--- TASK DATA ---
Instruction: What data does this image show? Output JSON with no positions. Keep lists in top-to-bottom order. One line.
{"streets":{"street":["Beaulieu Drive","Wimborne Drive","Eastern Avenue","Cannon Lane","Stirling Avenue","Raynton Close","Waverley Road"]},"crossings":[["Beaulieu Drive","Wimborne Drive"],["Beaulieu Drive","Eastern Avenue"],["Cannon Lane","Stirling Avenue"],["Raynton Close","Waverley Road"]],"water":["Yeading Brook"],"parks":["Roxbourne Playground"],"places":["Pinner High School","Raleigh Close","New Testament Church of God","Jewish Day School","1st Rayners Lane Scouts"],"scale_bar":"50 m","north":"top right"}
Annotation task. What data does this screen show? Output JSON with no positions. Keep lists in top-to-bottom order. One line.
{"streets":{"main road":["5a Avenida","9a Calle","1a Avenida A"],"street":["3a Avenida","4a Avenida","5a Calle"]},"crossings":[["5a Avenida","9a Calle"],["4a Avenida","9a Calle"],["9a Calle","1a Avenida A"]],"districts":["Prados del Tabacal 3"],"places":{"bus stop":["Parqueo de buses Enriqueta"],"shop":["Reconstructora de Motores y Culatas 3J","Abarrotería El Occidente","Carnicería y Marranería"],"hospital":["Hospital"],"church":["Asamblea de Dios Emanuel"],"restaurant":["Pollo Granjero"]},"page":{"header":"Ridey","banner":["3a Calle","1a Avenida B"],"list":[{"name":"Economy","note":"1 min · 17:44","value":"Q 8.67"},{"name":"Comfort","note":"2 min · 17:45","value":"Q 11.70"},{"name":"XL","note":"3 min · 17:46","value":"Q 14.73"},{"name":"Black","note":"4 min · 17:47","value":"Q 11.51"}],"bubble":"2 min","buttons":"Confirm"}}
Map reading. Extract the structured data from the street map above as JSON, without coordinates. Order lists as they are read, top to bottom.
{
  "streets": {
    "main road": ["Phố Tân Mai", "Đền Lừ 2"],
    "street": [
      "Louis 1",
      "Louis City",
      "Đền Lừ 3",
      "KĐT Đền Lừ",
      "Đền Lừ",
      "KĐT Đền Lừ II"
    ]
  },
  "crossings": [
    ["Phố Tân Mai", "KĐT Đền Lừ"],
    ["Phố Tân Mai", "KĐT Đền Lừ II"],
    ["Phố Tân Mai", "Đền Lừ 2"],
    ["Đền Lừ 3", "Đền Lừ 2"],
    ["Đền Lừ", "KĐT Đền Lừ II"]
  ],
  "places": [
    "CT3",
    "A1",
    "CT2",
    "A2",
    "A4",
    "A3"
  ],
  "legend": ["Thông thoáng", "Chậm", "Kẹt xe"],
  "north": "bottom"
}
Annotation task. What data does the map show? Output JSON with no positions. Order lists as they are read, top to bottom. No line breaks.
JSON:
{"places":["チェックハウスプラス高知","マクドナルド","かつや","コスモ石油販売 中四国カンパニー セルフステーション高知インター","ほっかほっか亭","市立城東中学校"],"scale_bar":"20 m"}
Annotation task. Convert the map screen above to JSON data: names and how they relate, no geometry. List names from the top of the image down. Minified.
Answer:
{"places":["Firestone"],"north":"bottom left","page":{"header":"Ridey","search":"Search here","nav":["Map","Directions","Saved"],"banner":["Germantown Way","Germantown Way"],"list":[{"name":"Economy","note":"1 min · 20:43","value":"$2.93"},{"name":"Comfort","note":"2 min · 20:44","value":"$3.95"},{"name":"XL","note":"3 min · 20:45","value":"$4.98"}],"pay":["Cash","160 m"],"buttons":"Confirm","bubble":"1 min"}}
---
# [EXERCISE AIM]
Which lines run from the one holding "Map reading. Extract" through the one holding "Annotation task. Convert" in the records above? Repeat them exactly, both included, and nothing more.

# [ANSWER TO THIS TASK]
Map reading. Extract the structured data from the street map above as JSON, without coordinates. Order lists as they are read, top to bottom.
{
  "streets": {
    "main road": ["Phố Tân Mai", "Đền Lừ 2"],
    "street": [
      "Louis 1",
      "Louis City",
      "Đền Lừ 3",
      "KĐT Đền Lừ",
      "Đền Lừ",
      "KĐT Đền Lừ II"
    ]
  },
  "crossings": [
    ["Phố Tân Mai", "KĐT Đền Lừ"],
    ["Phố Tân Mai", "KĐT Đền Lừ II"],
    ["Phố Tân Mai", "Đền Lừ 2"],
    ["Đền Lừ 3", "Đền Lừ 2"],
    ["Đền Lừ", "KĐT Đền Lừ II"]
  ],
  "places": [
    "CT3",
    "A1",
    "CT2",
    "A2",
    "A4",
    "A3"
  ],
  "legend": ["Thông thoáng", "Chậm", "Kẹt xe"],
  "north": "bottom"
}
Annotation task. What data does the map show? Output JSON with no positions. Order lists as they are read, top to bottom. No line breaks.
JSON:
{"places":["チェックハウスプラス高知","マクドナルド","かつや","コスモ石油販売 中四国カンパニー セルフステーション高知インター","ほっかほっか亭","市立城東中学校"],"scale_bar":"20 m"}
Annotation task. Convert the map screen above to JSON data: names and how they relate, no geometry. List names from the top of the image down. Minified.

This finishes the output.